19th annual survey results emphasize growing need for more personalized retirement solutions

BOSTON, MA – MARCH 4, 2025NEPC, LLC, one of the industry’s largest investment consulting firms, today published the 19th annual edition of its Defined Contribution (DC) Plan Trends and Fee Survey, which examines emerging investment trends, including the shift toward passive investments and the increasing need for managed accounts to offer more personalized retirement solutions.

Potential in managed accounts

While over the last 20 years, NEPC has seen an increase in DC plans offering managed accounts, that trend has stagnated in the past 3-5 years – even starting to decline in 2025. This year’s survey found that nearly half of respondents (46%) offer managed accounts, though only 9% of participants are utilizing them.
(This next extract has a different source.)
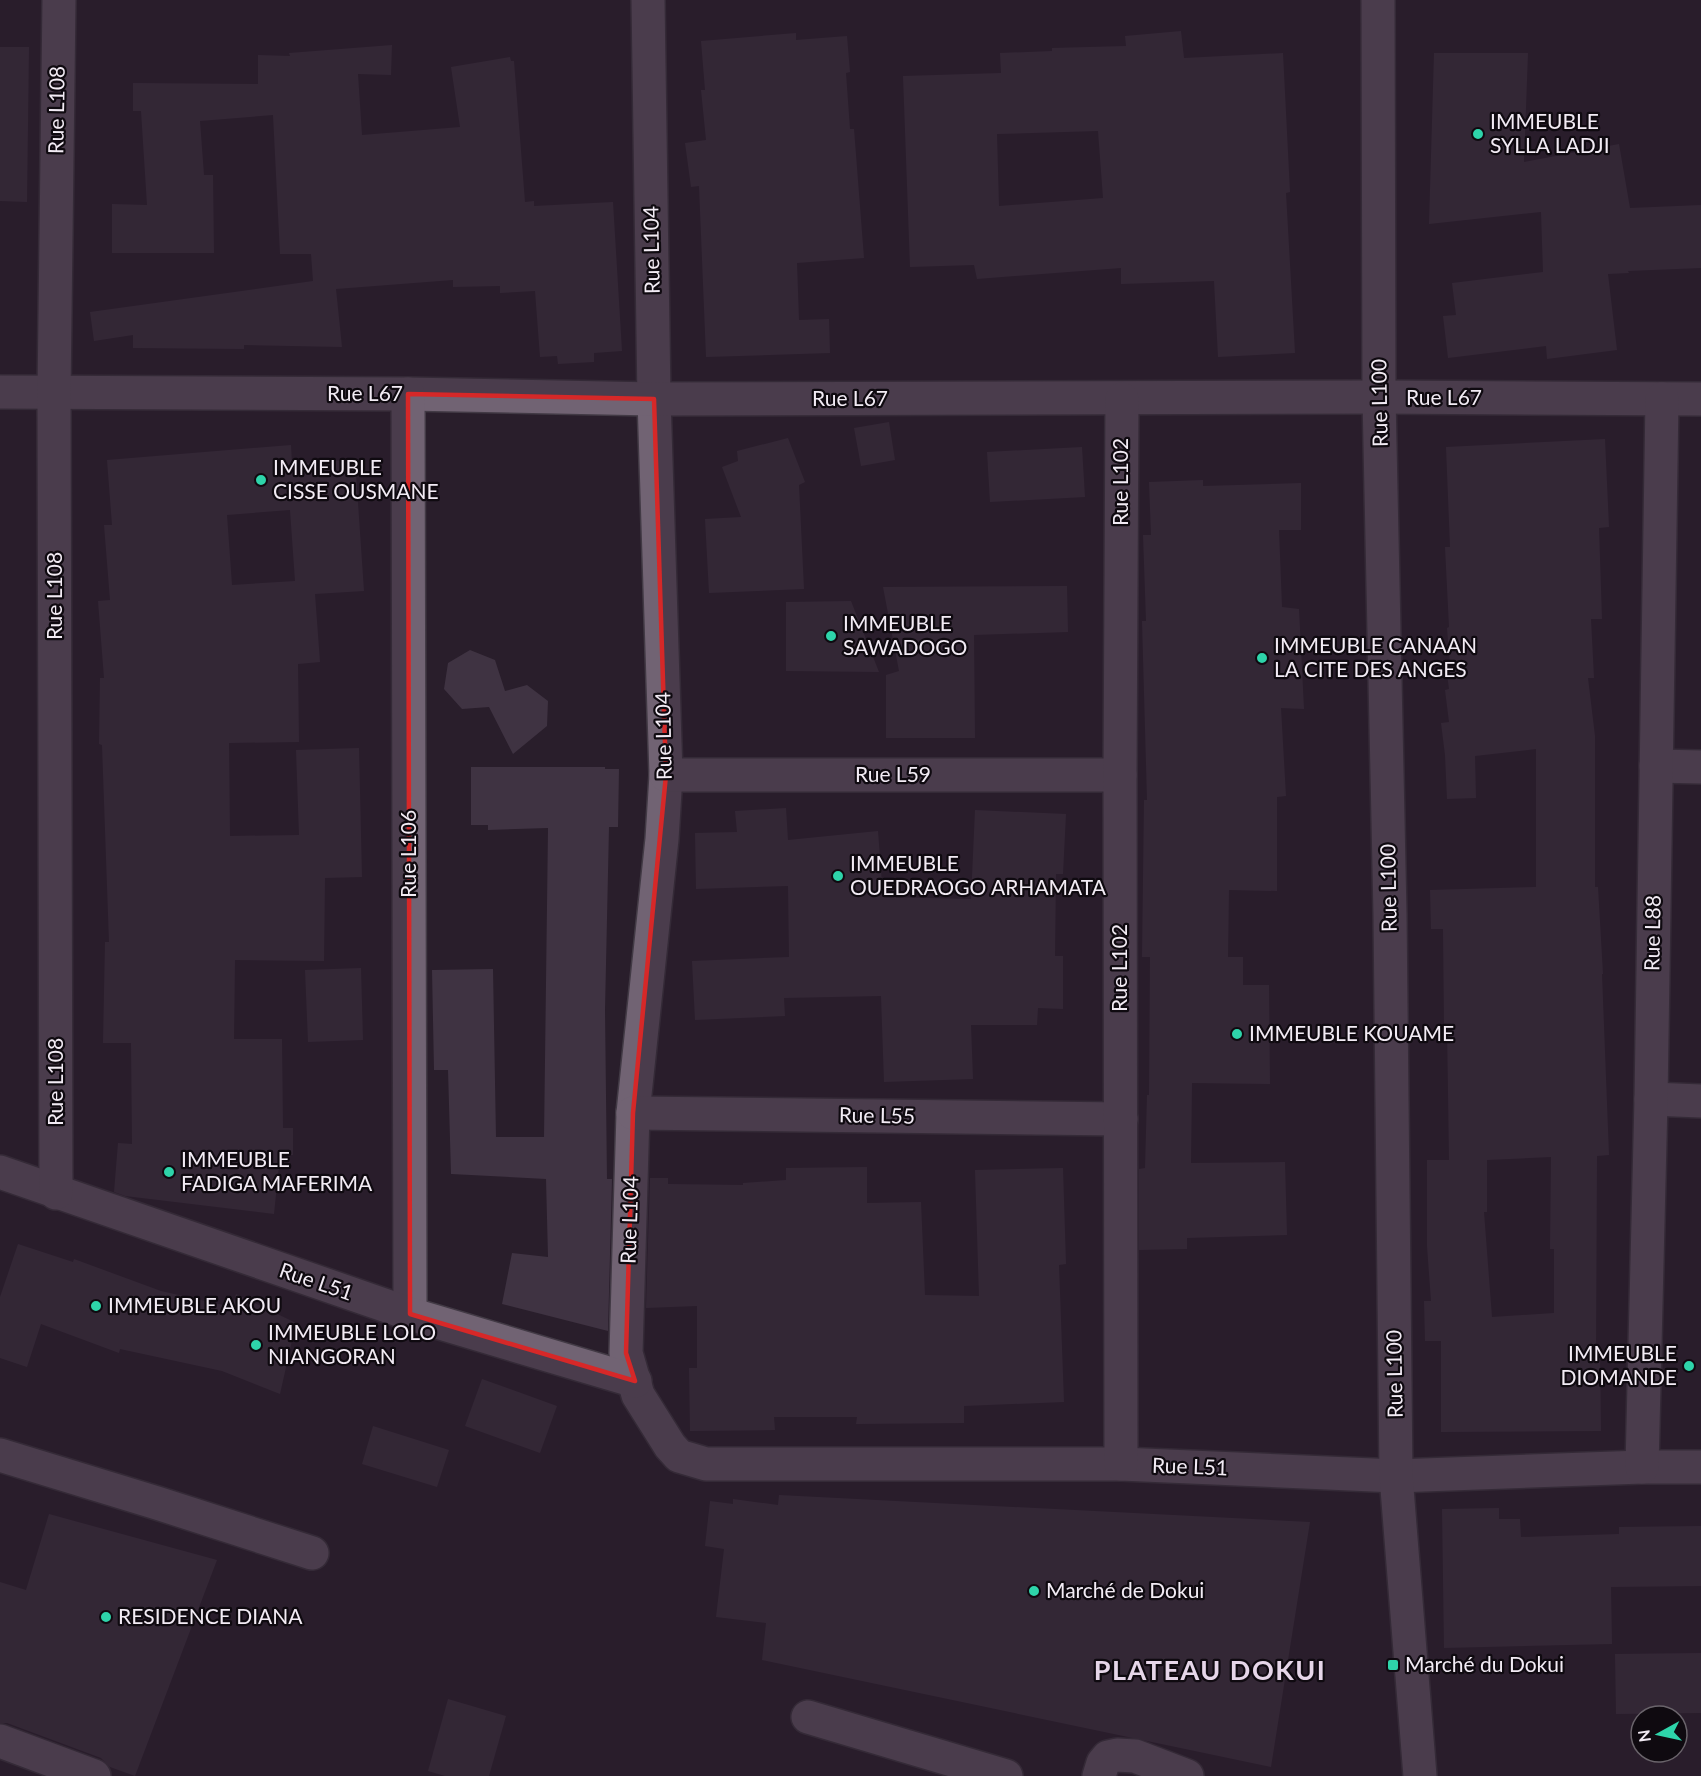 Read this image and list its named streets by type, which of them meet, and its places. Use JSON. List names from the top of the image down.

The softening in managed accounts adoption highlights the need for a transformation in the business model as plan sponsors increasingly recognize that the current model, prevalent in many DC plans, is imbalanced, with providers reaping greater benefits than participants.

“We believe managed account providers can and do construct efficient investment portfolios, but plan providers, as fiduciaries, should push for improved outcomes for their plan participants through negotiating lower fees and seeking to better align the interests of the managed account providers with those of participants,” according to Mikaylee O’Connor, Principal, Head of Defined Contribution Solutions.

“A subscription-based model could align business incentives more closely with improved participant outcomes. By implementing a lower base fee for less engaged participants, providers can offer an entry-level option, while more engaged participants could access expanded investment options through tiered subscription offerings. This approach allows for flexibility in costs and features, catering to diverse participant needs and engagement levels.”

Growing appetite for passive

This year’s survey results also reveal that Target Date Funds (TDFs) have maintained their presence as a default retirement investment vehicle and continue to shrink the core menu, with 97% of survey respondents offering them, totaling $161 billion in TDF assets.

Over the last five years, there has been a significant shift in appetite for passive TDFs over active. This year’s survey found that 35% of survey respondents offer active TDFs, down 32% from 2020, when 67% of respondents offered active TDFs.

In comparison, most plans today (54%) offer passive TDFs, as assets in passive TDFs continue to annually outpace active. Only 11% of respondents offer a blend of both active and passive.

TDFs continue to be especially attractive for participants under the age of 35, as 86% of TDF investors are 100% invested in TDFs, in comparison to participants over the age of 65, where only 58% are 100% invested.

“Analyzing this year’s survey results through a long-term lens, we are excited by the ample opportunity for industry innovation, personalization, and increased accessibility in the defined contribution marketplace, especially across areas like alternative investments, managed accounts, TDFs and retirement income solutions,” added O’Connor.

About NEPC’s 19th Annual Defined Contribution (DC) Plan Trends and Fee Survey

The survey explores current investment trends, features, and innovations in key sectors, as well as how these plans have developed over time. Respondents to the 2024 survey include 137 clients representing $408 billion in aggregate assets and 3.2 million plan participants.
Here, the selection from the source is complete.